Aim of the exercise » I need the records below restated word for word, without their pictures.
(Material supplied)
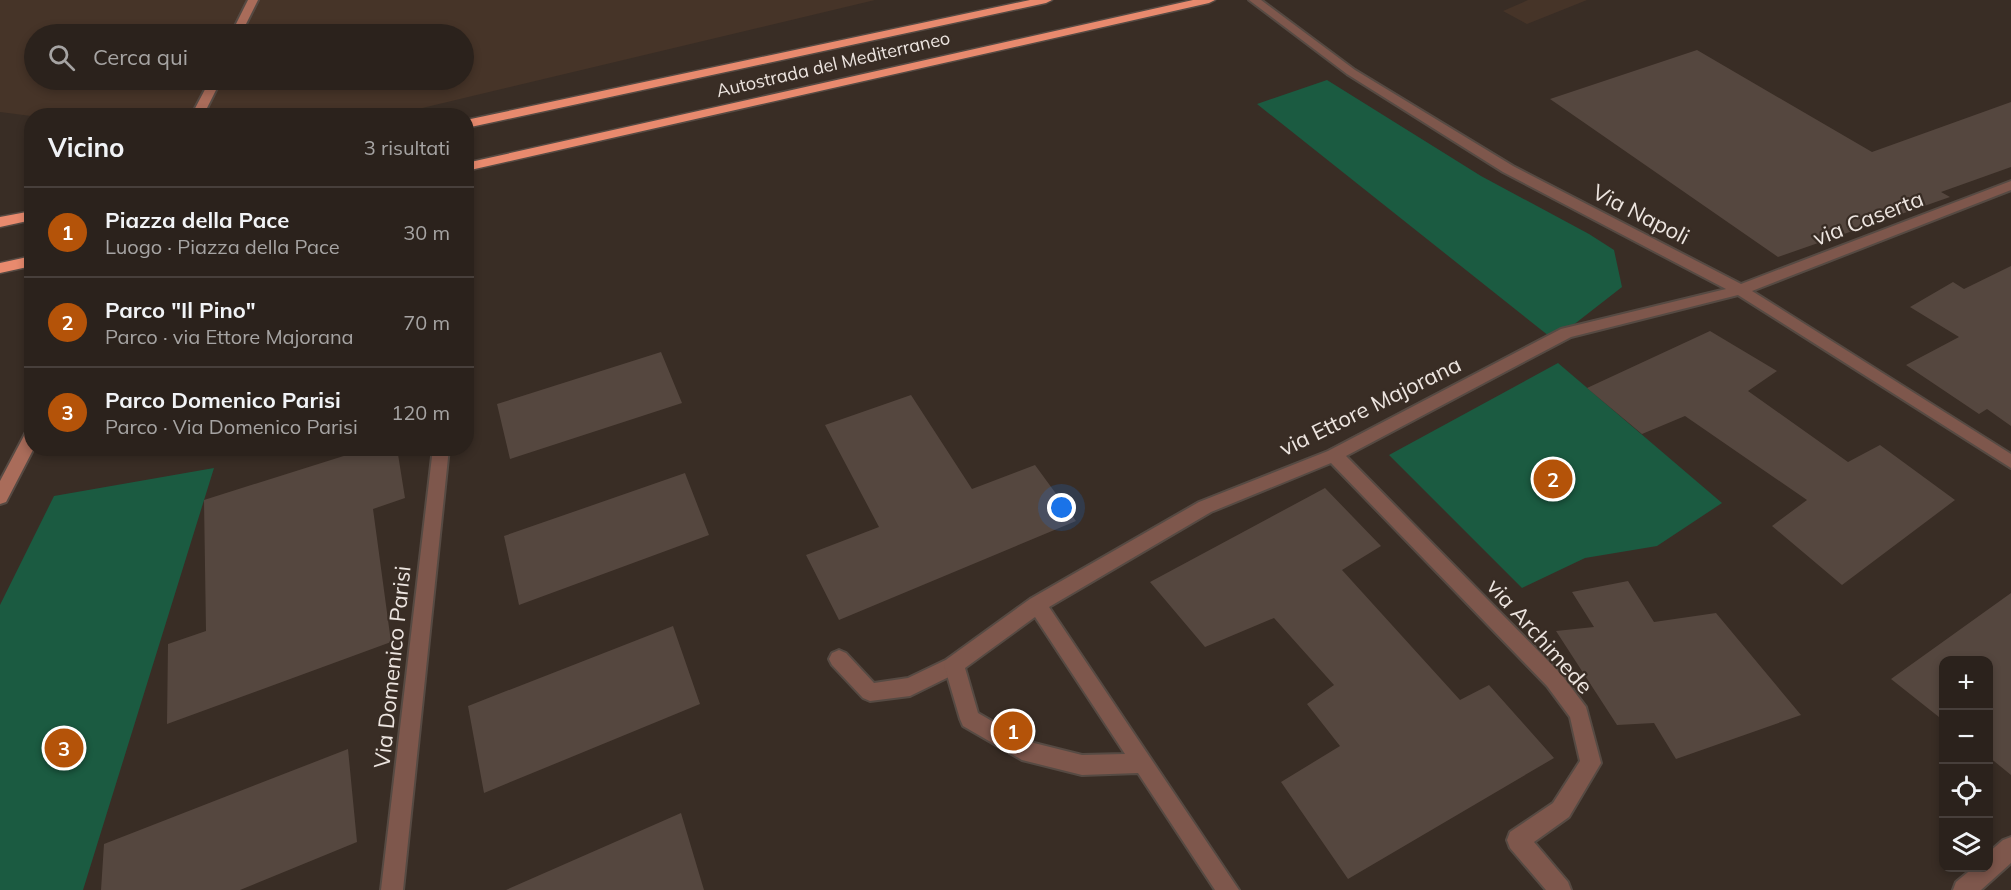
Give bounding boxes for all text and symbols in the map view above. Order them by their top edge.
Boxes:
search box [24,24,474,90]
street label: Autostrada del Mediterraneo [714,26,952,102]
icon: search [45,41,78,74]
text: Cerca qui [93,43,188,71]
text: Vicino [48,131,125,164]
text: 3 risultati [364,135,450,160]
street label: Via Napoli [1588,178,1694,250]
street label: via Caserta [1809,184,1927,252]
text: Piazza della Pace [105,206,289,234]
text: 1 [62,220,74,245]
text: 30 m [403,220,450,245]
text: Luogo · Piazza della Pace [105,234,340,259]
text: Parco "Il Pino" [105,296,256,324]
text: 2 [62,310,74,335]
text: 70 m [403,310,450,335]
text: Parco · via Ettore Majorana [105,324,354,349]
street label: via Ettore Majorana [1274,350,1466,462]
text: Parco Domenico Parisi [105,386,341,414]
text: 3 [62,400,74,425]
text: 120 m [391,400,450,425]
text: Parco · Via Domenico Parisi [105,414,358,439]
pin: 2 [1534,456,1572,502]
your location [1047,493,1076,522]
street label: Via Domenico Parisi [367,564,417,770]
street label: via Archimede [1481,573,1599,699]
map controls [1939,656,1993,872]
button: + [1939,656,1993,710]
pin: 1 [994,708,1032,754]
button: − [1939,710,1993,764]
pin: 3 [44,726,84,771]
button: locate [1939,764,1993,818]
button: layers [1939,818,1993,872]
(End Material supplied)
Response for this exercise »
Give bounding boxes for all text and symbols in the map view above. Order them by their top edge.
Boxes:
search box [24,24,474,90]
street label: Autostrada del Mediterraneo [714,26,952,102]
icon: search [45,41,78,74]
text: Cerca qui [93,43,188,71]
text: Vicino [48,131,125,164]
text: 3 risultati [364,135,450,160]
street label: Via Napoli [1588,178,1694,250]
street label: via Caserta [1809,184,1927,252]
text: Piazza della Pace [105,206,289,234]
text: 1 [62,220,74,245]
text: 30 m [403,220,450,245]
text: Luogo · Piazza della Pace [105,234,340,259]
text: Parco "Il Pino" [105,296,256,324]
text: 2 [62,310,74,335]
text: 70 m [403,310,450,335]
text: Parco · via Ettore Majorana [105,324,354,349]
street label: via Ettore Majorana [1274,350,1466,462]
text: Parco Domenico Parisi [105,386,341,414]
text: 3 [62,400,74,425]
text: 120 m [391,400,450,425]
text: Parco · Via Domenico Parisi [105,414,358,439]
pin: 2 [1534,456,1572,502]
your location [1047,493,1076,522]
street label: Via Domenico Parisi [367,564,417,770]
street label: via Archimede [1481,573,1599,699]
map controls [1939,656,1993,872]
button: + [1939,656,1993,710]
pin: 1 [994,708,1032,754]
button: − [1939,710,1993,764]
pin: 3 [44,726,84,771]
button: locate [1939,764,1993,818]
button: layers [1939,818,1993,872]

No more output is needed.